Via Dolorosa(69)



In less than an hour, all but two of them would be dead.





—Chapter XIX—





The shimmer of light…

A voice in his ear: “Usted se despierta de la muerte.”

Slowly, his eyelids unstuck and slid open. The world was vibrating beneath him. His flesh was clammy; he felt both sweaty and frozen simultaneously, and overall sick to his stomach. As his eyes adjusted to the darkness, he made out the shape of a figure directly opposite him, standing against the wall. The figure radiated light. It was a ghost, an angel.

He waited for his mind to thaw, to catch up.

Across the room and against the wall: it was himself.

“My Nicholas,” a female voice spoke up. It was not Emma. He couldn’t remember anything. And he did not trust his memory enough to believe anything he could remember, anyway. He stopped trying.

“Where am—” he began. Winced. There was construction work, heavy drilling, rattling off in his head.

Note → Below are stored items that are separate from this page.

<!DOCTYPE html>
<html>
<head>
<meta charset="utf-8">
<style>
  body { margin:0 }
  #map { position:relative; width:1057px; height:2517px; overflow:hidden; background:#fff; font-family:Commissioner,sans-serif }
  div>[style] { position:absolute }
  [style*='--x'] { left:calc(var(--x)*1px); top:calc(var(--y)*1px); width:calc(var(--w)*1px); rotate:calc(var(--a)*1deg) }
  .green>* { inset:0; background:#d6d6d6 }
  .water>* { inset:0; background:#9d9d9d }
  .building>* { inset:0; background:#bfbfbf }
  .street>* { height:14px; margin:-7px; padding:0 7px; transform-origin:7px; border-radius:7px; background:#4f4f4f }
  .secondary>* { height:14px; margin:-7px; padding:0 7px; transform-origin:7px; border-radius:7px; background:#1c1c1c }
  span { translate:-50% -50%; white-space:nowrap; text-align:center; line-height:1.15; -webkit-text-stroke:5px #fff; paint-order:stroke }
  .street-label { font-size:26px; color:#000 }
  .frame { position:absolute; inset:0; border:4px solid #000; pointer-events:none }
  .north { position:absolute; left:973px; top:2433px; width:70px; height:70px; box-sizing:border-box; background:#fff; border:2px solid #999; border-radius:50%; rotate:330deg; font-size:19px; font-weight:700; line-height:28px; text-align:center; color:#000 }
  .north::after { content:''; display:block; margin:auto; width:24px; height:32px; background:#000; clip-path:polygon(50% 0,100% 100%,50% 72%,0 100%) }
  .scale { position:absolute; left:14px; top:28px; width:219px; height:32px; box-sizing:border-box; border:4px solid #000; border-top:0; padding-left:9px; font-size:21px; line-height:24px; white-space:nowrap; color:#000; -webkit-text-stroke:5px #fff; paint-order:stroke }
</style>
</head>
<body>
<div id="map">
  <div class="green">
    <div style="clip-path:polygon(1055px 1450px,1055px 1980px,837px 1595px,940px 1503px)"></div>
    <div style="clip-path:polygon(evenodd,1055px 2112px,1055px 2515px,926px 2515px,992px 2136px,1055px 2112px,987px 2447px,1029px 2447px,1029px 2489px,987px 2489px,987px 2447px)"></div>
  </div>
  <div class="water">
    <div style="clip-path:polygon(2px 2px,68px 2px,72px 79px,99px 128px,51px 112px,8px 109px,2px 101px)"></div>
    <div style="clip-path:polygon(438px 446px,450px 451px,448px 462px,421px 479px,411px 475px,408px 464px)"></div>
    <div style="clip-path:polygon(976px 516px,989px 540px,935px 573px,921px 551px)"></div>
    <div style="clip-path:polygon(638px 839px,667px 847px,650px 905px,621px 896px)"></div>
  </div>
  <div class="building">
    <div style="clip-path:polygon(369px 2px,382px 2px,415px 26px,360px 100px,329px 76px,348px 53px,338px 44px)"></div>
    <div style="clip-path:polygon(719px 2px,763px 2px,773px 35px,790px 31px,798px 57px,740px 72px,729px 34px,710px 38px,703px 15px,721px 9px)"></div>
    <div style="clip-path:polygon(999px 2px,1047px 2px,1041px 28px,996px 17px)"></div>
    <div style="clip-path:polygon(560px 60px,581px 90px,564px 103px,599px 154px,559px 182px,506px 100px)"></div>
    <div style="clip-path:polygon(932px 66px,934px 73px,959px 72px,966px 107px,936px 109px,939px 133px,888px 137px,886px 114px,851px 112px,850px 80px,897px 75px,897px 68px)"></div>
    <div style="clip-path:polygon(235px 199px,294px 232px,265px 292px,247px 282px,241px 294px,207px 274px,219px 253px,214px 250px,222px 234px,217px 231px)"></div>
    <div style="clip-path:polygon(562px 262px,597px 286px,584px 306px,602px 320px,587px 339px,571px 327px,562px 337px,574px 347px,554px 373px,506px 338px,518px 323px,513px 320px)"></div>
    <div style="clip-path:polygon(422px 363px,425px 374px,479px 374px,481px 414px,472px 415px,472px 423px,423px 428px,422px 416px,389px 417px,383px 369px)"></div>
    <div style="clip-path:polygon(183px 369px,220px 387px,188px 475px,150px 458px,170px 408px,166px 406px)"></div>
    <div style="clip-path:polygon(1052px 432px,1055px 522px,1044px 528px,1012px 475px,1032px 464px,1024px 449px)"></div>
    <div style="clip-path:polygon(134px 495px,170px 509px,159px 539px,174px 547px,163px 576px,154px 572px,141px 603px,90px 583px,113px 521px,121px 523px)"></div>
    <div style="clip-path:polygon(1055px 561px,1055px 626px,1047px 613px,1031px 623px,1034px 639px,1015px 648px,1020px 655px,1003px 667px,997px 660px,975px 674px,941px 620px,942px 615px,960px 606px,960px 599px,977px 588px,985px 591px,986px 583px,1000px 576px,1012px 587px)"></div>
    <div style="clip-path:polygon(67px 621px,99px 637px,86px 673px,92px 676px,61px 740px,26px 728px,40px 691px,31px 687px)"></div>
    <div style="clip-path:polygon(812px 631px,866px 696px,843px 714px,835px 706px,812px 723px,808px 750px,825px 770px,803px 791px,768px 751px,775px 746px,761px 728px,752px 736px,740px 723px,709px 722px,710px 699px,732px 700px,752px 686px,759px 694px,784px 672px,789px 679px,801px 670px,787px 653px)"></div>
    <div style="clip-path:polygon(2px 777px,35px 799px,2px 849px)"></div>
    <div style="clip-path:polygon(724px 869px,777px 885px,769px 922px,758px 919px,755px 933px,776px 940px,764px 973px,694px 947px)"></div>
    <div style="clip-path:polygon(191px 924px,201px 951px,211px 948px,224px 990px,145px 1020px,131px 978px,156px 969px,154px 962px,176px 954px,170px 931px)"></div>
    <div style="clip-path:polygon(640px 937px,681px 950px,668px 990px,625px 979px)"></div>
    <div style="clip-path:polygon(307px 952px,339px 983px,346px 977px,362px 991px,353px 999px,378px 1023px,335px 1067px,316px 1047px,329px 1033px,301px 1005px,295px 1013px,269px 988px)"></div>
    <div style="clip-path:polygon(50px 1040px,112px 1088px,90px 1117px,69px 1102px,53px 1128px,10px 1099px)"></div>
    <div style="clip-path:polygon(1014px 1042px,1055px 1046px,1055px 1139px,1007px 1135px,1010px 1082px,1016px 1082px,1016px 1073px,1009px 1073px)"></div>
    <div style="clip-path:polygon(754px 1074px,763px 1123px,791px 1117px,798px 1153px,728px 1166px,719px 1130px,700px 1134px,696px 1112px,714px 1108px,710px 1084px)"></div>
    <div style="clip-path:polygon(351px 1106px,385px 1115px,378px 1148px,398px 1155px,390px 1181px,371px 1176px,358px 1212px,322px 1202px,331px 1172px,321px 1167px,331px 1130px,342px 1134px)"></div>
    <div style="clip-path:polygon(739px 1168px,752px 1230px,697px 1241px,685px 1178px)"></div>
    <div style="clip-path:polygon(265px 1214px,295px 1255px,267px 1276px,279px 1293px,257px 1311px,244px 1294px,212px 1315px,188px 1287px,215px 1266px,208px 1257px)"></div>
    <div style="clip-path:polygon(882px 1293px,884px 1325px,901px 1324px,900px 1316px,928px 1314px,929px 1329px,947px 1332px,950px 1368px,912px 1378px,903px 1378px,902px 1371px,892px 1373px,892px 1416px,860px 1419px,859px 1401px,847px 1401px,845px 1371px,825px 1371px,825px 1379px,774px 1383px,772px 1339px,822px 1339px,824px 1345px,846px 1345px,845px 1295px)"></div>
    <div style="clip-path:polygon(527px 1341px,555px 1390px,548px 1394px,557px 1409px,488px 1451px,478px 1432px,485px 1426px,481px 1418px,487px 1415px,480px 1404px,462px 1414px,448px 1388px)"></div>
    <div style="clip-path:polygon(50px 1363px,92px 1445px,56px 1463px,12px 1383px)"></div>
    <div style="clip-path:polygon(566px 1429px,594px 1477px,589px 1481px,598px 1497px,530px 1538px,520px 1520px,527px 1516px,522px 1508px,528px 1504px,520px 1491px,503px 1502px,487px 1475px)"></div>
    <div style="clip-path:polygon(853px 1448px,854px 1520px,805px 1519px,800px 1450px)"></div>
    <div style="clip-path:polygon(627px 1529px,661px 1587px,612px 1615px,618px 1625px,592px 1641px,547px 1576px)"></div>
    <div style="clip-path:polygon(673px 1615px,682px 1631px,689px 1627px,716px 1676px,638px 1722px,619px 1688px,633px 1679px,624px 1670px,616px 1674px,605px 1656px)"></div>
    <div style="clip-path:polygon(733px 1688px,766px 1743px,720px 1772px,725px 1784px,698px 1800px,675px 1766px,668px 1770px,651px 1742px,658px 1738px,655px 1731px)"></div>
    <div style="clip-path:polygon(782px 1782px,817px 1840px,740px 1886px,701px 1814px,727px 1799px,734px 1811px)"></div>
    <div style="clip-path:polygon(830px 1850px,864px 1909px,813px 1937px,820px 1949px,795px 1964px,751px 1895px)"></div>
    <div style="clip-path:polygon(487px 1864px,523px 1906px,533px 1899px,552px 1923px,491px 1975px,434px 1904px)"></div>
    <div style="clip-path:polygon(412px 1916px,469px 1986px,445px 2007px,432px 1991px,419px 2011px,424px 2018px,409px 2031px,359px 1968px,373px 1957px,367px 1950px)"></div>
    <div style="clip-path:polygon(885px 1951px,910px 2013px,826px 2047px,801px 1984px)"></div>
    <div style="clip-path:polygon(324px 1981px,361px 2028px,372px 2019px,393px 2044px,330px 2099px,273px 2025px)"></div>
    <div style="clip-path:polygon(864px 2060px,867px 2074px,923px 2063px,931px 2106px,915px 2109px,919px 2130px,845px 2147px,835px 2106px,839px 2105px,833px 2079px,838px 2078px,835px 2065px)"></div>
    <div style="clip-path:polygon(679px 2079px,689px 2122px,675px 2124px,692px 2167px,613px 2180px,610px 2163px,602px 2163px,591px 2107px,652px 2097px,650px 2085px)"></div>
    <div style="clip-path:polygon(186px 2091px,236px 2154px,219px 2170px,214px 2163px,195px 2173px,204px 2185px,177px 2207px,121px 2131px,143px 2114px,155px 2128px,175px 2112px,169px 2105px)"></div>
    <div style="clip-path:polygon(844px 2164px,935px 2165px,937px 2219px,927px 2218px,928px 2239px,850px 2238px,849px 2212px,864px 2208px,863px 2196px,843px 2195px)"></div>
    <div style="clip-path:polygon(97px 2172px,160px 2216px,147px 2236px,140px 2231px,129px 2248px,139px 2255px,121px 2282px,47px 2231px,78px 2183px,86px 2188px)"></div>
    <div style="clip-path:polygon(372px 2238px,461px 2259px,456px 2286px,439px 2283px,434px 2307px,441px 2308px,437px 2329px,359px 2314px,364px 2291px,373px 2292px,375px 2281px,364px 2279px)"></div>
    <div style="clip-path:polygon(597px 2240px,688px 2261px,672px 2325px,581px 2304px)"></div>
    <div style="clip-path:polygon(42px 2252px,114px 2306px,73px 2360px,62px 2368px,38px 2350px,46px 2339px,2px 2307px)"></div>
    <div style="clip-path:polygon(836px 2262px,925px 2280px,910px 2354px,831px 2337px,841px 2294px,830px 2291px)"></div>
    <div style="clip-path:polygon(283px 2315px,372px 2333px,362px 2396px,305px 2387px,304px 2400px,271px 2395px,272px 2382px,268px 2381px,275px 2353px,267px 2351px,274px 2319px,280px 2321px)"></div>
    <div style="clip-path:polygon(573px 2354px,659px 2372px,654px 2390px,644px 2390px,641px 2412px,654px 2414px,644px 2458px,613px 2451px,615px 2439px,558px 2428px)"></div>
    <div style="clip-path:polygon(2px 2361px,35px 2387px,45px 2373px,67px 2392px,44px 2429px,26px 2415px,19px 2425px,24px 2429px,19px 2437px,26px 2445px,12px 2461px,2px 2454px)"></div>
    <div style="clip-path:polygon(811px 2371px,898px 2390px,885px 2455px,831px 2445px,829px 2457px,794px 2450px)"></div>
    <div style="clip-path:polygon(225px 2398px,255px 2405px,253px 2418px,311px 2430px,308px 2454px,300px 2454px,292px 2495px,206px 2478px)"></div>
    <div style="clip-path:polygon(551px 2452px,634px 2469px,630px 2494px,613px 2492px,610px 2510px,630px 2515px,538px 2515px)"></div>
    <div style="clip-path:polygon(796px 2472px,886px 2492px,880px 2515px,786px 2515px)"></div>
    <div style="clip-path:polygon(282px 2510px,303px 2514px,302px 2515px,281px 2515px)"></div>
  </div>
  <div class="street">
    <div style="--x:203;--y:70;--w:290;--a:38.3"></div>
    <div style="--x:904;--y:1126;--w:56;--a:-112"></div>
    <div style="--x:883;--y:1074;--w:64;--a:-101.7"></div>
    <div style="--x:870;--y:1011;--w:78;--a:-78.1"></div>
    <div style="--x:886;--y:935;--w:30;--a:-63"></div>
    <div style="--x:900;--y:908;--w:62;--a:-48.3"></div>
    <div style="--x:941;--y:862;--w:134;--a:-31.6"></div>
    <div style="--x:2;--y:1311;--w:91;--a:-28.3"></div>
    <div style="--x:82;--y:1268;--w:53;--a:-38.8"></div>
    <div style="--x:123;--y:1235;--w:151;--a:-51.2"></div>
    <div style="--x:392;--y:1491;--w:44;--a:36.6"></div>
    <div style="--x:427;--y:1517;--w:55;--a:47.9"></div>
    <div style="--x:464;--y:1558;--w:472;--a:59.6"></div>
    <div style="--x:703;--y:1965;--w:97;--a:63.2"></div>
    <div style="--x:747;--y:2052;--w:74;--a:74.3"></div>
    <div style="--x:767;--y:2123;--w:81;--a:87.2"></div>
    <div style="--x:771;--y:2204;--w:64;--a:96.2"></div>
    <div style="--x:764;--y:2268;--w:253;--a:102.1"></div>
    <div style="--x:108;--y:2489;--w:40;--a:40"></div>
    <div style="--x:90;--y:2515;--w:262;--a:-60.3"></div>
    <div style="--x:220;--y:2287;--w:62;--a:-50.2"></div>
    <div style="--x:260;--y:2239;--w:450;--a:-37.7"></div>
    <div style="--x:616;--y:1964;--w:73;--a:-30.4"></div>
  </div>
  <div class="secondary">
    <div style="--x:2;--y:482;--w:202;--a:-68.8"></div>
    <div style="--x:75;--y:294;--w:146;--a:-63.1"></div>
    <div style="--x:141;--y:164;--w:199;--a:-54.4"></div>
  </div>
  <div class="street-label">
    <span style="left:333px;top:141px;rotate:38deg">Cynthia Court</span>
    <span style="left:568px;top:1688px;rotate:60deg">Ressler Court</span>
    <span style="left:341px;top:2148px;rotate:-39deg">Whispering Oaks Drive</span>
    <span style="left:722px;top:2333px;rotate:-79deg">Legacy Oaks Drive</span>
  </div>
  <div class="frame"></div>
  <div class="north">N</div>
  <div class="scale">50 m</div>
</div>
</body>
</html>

“Limbo,” she said. Though invisible to him for the moment, he could tell her full lips were turned up in a smile. He could almost smell her body, too, the scent coming in invisible, undulating waves. It was impossible to tell where she was in the room.

Naked, he was on a bed. There was a dull, aching throb running the length of his right arm. He tried hard not to think about it.

Isabella floated toward him straight out of the darkness. As she had been on the night he’d come to her room to paint her portrait, she was wearing only the white terrycloth robe from the hotel bathroom, wrapped loosely around her brown-black body. An embroidered script P covered the right breast. In the lightlessness, her face possessed the nontextured, non-blemished contours of a Greek bust. Reality began to slide back into place…

“We’re in your room,” he managed, and just talking inaugurated a fault-line crack that split down the center of his brain and continued up and over and down the back of his head. The tremor settled at the base of his skull, where his head met his neck, and seemed to expand in a soundless burst of white fire. Rockets went off behind his eyes. Still, despite the agony, he spoke again: “We’re back at the hotel.” In his stupor, he found it impossible to inflect his voice to make his sentences sound appropriately like questions.

“There is some water beside the bed,” she said. “Drink it. You are dehydrated.” She did not approach him, as he had anticipated; rather, she went into the adjacent bathroom, the naked soles of her feet padding whisperingly on the linoleum tiles. No light was turned on but he soon heard the soft run of water at the sink.

He reached for the glass of water on the nightstand with his right hand. The slight movement and extension of his arm quickly made clear to him the tremendous amount of pain that had been waiting in dormancy. He could not grasp the glass. He could do nothing, it seemed, but gently rest his arm back down on the bed.

“My arm,” he heard himself say. Even speaking, he did not know if he was doing it for Isabella’s sake or for his own. “Shit.”

Gathering sheets about his waist with his one good hand, sitting up carefully (and sending the world on a tilt once more), he stared ahead at the glowing figure that was his identical twin on the opposite wall. It was a photograph, he saw, projected from a small unit on the desk at the other end of the room: a slide projector. It took him a few seconds to place the photograph—but then he remembered: it was the picture Isabella had taken of him that night at the Club Potemkin as he gathered for her Goat-Man Claxton’s used joints from the bandstand, his left hand lifted to block the flash from his eyes. It was not possible to make out his face.

A moment later, smelling like sea salt and the deeper, headier aroma of female, Isabella returned and sat very close to him on the side of the bed. Without a word, she kissed the side of his face. Something stirred within him.

“Here,” she told him. “Lay out your hand.”

He did.

“No,” she corrected, “your other hand. Your injured hand.”

“It’s stiff.”

“It hurts, yes,” she said.

“Stiff.” It was his turn to correct.

“Lay it out, whatever it is.” She placed a pillow across her lap and patted it with some affection. Held in one of her hands was a tight wrap of bandage.

Carefully, slowly, he extended his ruined right arm and held it out straight on the bed until the feeling rushed back to his fingertips. Then he lifted it and brought it down squarely on the pillow in Isabella’s lap. The bandage unraveled itself in the darkness and Isabella began to dress his arm. The act was done with care and precision, an attribute Nick would have previously thought alien to her. As his eyes grew accustomed to the lightlessness, he watched her dress his arm. The bandage came up and around, up and around. The tightness of the wrap caused the tips of his fingers to tingle. Certain places hurt worse than others. He forced himself to talk while she worked; otherwise, at integral moments, he would have bitten through his tongue and ground his teeth into powder.

“Did we have sex?” he asked.

“No.”

“We didn’t?”

“No.”

“My clothes…”

“Are in the bathtub. You were filthy from sliding down the hill.”

“Sliding—?”

“You fell and slid down a hill in the mud, just outside the hotel.”